Written by 2:54 PM World

Powell Throws Cold Water on ‘September Interest Rate Cut’ Expectations: “A Lot of Uncertainty Remains with Tariffs”

**”Current Monetary Policy Doesn’t Hinder U.S. Economy”**

**Probability of September Rate Hold Increases from 35% to 54%**

**Aimed at Trump: “Don’t Use Rates for Election Purposes”**

**July Rates Unchanged…The Fifth Consecutive Hold Post-Trump**

Jerome Powell, Chair of the U.S. Federal Reserve (Fed), defended the current monetary policy stance as not being a hindrance to the U.S. economy, even as discussions about a possible rate cut in September ensue. Amid persistent pressure from President Donald Trump, who criticizes current rates to maximize tariff policy effects, the Fed and the administration remain at loggerheads.

During a press conference on the 30th (local time), Powell labeled the current Fed monetary policy as “modestly restrictive” in response to whether a September rate cut expectation was unrealistic. He stated, “I don’t see our current policy stance as inappropriately holding back the U.S. economy.” However, he acknowledged potential downside risks, noting the labor market’s current balance and stable unemployment rate, without committing to any future decisions on rate changes.

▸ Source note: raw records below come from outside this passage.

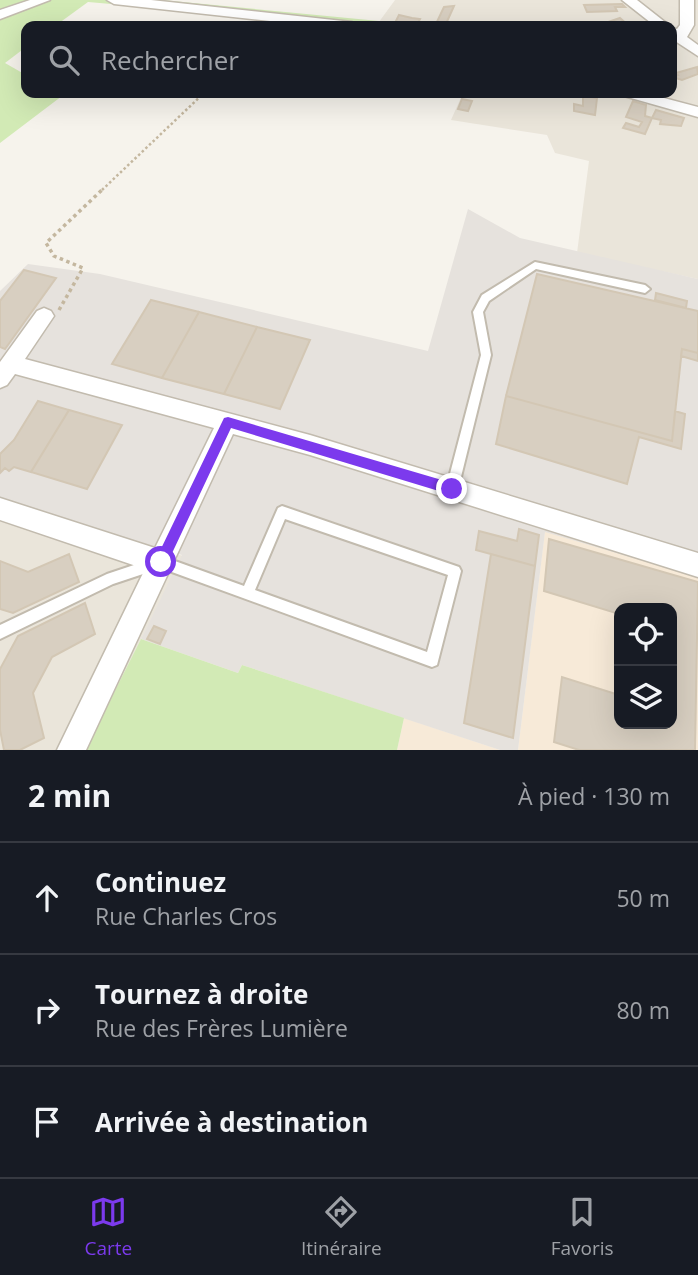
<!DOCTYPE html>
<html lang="fr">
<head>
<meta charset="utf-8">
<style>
	:root { --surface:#171b24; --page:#20242c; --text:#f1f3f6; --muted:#9ea1a6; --line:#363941; --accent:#7c3aed }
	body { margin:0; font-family:"Open Sans",sans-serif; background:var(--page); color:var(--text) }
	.controls { position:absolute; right:21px; bottom:21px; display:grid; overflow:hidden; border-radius:14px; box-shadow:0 7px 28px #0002 }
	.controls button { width:63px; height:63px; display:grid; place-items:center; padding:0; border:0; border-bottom:2px solid var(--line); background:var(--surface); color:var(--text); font:35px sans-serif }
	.stop { position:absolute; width:21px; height:21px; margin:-16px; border:5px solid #7c3aed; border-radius:50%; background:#fff }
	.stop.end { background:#7c3aed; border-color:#fff; box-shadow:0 2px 7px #0008 }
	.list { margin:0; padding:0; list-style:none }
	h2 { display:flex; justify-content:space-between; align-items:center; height:91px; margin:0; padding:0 28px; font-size:30px }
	h2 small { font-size:23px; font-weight:400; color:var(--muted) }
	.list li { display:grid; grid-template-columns:46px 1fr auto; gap:21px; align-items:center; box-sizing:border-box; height:112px; padding:0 28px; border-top:2px solid var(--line) }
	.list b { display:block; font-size:26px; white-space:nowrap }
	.list p { margin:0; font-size:23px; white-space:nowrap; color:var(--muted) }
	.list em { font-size:23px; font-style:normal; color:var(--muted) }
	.icon { flex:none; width:38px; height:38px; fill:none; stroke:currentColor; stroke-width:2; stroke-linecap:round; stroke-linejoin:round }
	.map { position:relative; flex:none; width:698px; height:750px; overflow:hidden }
	.search { position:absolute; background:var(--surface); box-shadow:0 7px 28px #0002; left:21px; right:21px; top:21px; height:77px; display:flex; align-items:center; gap:18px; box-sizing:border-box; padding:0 24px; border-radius:14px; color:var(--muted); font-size:26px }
	.sheet { height:427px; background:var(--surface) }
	nav { display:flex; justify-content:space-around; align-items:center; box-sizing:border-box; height:98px; border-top:2px solid var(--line); background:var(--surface); font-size:19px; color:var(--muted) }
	nav a { display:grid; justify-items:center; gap:4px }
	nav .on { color:var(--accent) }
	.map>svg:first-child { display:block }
</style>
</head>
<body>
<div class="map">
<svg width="698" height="750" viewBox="0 0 698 750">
	<rect width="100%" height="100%" fill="#f6f3ec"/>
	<path fill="#eae5da" d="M395,0H698V279L577,253L589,161L555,153L547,135L451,120L463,93H672V26H376Z
		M0,501L183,556L85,750H0Z"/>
	<path fill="#f7ead8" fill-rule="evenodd" d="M545,531L698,577V750H518ZM619,608H672V724H619Z
		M404,718L500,750H397Z"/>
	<path fill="#e6e2dd" d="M468,209L520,238L698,279V577L545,532L518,750H500L242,665L238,673L141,639L182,555L0,501V291L28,264L100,274L428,351Z"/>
	<path fill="#d2eab5" d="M0,0H162L379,21L376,26H330L273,18L88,2L55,26H26V47L5,63L26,75V93H57L62,96L0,143Z
		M141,639L238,673L242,665L404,718L397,750H85Z"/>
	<path fill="#d8cfc1" stroke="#d3c7b4" stroke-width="2" d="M622,4L625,7H615L617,11L587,12L584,5Z
		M454,6L445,26H435L444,7Z
		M399,15L412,18L420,19L416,26L395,23Z
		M620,18L629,26H609L605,23Z
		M697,67L698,74L682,80L672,77L678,75L676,73Z
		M583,96L597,98L595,115L574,111V104L583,106Z
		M462,99L472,101L468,111L458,109Z
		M633,101L646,105L645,116L652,118L645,134L623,128L626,123L639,127L642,122L626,117Z
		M656,110L684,118L681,126L660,124L661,120L652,118Z
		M24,270L56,278L5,349L0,347V301Z
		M537,274L698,311V353L682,349L672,441L506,396Z
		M656,293L687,301L686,308L655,300Z
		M151,300L199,312L162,378L112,364Z
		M199,312L257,327L224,394L162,378Z
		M257,327L310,340L280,409L224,394Z
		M682,349L698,353V361L681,356Z
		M506,396L672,441L675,411L685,414L681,449L639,437L627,484L496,444Z
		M38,401L69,410L31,472L14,467L9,471L5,468L0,473V454L14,440Z
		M69,410L122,425L87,489L31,472Z
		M519,529L539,535L535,566L476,550L479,531L517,541Z
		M549,539L698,582L695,750H579L554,742L562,677L619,695V724H672V608H619V614L544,591Z
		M69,554L79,582L13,613L0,609V561L28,572Z
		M491,554L535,566L513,738L464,723Z
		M85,603L95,634L52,657L33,693L44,738L20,750H4L0,730V669L18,636Z
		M154,626L166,631L160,644L147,639Z"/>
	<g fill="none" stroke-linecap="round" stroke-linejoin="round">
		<defs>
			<path id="lane" d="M535,262L645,285L650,289L645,293L536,269L489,301L483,312L491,355L458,489L456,493L452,494L448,493L446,489L481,355L473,312L482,295Z
				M282,506L459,567L461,571L437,665L432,667L161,568L113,584L0,639V625L107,574L161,556L244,586L278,508ZM285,519L448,575L427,652L255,590Z"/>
			<path id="street" d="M30,0H50L0,19V10Z
				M107,0H151L352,22L359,26H317L114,4Z
				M622,0H637L670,26H655Z
				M680,0H694V25L687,37L698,45V56L672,39V28L677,29L680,25Z
				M621,93H645L698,107V117L624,96Z
				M44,308L51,311L54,316L25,359L310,435L698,553V577L310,455L233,434L86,750H57L145,569L0,520V498L155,548L214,428L15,374L7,385L0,388V362L37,311Z"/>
		</defs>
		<use href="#lane" stroke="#c2bbae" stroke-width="4"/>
		<use href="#street" stroke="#c2bbae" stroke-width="3"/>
		<path stroke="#c4b79f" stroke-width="2.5" stroke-dasharray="2.5 2.5" stroke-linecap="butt" d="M102,190L204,93"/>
		<path stroke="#c4b79f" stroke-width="3.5" stroke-dasharray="3.5 3.5" stroke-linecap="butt" d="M59,310L83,268L54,256L46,243L104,188"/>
		<use href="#lane" fill="#fff" fill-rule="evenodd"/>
		<use href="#street" fill="#fff" fill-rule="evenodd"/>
	</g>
	<path fill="#7c3aed" d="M228,417L452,483L459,489L452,495L231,428L166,566H157V557L224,418Z"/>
</svg>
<div class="controls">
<button><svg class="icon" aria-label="locate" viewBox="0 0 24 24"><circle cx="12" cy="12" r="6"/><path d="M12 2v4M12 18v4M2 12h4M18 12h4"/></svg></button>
<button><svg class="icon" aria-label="layers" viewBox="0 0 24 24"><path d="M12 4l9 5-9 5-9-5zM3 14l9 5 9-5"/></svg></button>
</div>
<div class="stop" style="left:161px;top:562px"></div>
<div class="stop end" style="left:452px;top:489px"></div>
<div class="search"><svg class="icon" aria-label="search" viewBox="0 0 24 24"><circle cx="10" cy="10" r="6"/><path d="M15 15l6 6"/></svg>Rechercher</div>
</div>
<section class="sheet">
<h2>2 min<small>À pied · 130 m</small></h2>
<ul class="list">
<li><svg class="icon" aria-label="ahead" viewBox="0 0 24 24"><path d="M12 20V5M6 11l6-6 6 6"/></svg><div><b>Continuez</b><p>Rue Charles Cros</p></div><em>50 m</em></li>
<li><svg class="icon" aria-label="right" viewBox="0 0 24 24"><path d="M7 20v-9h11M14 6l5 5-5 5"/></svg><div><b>Tournez à droite</b><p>Rue des Frères Lumière</p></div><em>80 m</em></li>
<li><svg class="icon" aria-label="arrive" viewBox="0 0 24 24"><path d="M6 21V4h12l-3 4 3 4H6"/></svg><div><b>Arrivée à destination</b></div></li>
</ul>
</section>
<nav>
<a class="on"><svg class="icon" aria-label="map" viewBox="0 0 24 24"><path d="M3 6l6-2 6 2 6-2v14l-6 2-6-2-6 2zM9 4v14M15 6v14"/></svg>Carte</a>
<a><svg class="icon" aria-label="directions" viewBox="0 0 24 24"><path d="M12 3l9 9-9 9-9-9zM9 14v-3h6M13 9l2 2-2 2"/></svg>Itinéraire</a>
<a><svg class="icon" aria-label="saved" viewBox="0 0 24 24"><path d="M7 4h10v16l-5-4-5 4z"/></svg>Favoris</a>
</nav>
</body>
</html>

Powell maintained that despite some advancement in trade talks by the Trump administration, significant uncertainties around tariff impacts remain. “We’re gaining more information but still face many uncertainties and don’t feel the resolution is near,” he remarked.

Addressing questions about Trump’s rate cut pressures, Powell emphasized central bank independence, warning against using interest rates for electoral gain. He insisted, “An independent central bank effectively serves the public and avoids the temptation to manipulate rates for electoral influence.”

Regarding the rising U.S. national debt interest cost, Powell clarified it was not the Fed’s role to consider government fiscal expenses in monetary policy decisions, a stance upheld by all developed country central banks to preserve the credibility of both the Fed and U.S. fiscal policy.

According to CME’s FedWatch, the probability of the Fed holding rates in September increased to 54% following Powell’s remarks, up from 35% the previous day. Despite expectations of two rate cuts this year based on the Fed’s June dot plot, the market now sees a higher likelihood of rate maintenance in the coming meeting.

Meanwhile, the Fed kept the benchmark interest rate steady at 4.25-4.50%, marking its fifth consecutive hold since President Trump took office. However, recent dissent from committee members such as Michelle Bowman and Christopher Waller, who advocated for a 0.25% cut, indicates a shift from last month’s unanimous decision to maintain rates.